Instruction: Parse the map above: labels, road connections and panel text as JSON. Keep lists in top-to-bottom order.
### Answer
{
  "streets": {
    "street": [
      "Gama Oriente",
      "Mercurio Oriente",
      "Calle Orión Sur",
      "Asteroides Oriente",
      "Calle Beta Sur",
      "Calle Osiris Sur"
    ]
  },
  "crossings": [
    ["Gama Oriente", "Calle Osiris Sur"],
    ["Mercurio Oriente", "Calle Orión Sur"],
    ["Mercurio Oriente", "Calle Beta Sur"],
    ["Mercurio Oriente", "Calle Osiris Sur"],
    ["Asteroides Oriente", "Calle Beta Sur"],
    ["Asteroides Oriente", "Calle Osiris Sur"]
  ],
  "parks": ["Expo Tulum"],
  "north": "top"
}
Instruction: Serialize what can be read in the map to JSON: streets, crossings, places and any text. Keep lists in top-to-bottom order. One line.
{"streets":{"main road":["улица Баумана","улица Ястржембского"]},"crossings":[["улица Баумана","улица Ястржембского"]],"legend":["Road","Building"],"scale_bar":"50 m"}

+--

» **Work to complete**
A complete, exact copy of the entries is required.

» **Task solution**
Instruction: Parse the map above: labels, road connections and panel text as JSON. Keep lists in top-to-bottom order.
### Answer
{
  "streets": {
    "street": [
      "Gama Oriente",
      "Mercurio Oriente",
      "Calle Orión Sur",
      "Asteroides Oriente",
      "Calle Beta Sur",
      "Calle Osiris Sur"
    ]
  },
  "crossings": [
    ["Gama Oriente", "Calle Osiris Sur"],
    ["Mercurio Oriente", "Calle Orión Sur"],
    ["Mercurio Oriente", "Calle Beta Sur"],
    ["Mercurio Oriente", "Calle Osiris Sur"],
    ["Asteroides Oriente", "Calle Beta Sur"],
    ["Asteroides Oriente", "Calle Osiris Sur"]
  ],
  "parks": ["Expo Tulum"],
  "north": "top"
}
Instruction: Serialize what can be read in the map to JSON: streets, crossings, places and any text. Keep lists in top-to-bottom order. One line.
{"streets":{"main road":["улица Баумана","улица Ястржембского"]},"crossings":[["улица Баумана","улица Ястржембского"]],"legend":["Road","Building"],"scale_bar":"50 m"}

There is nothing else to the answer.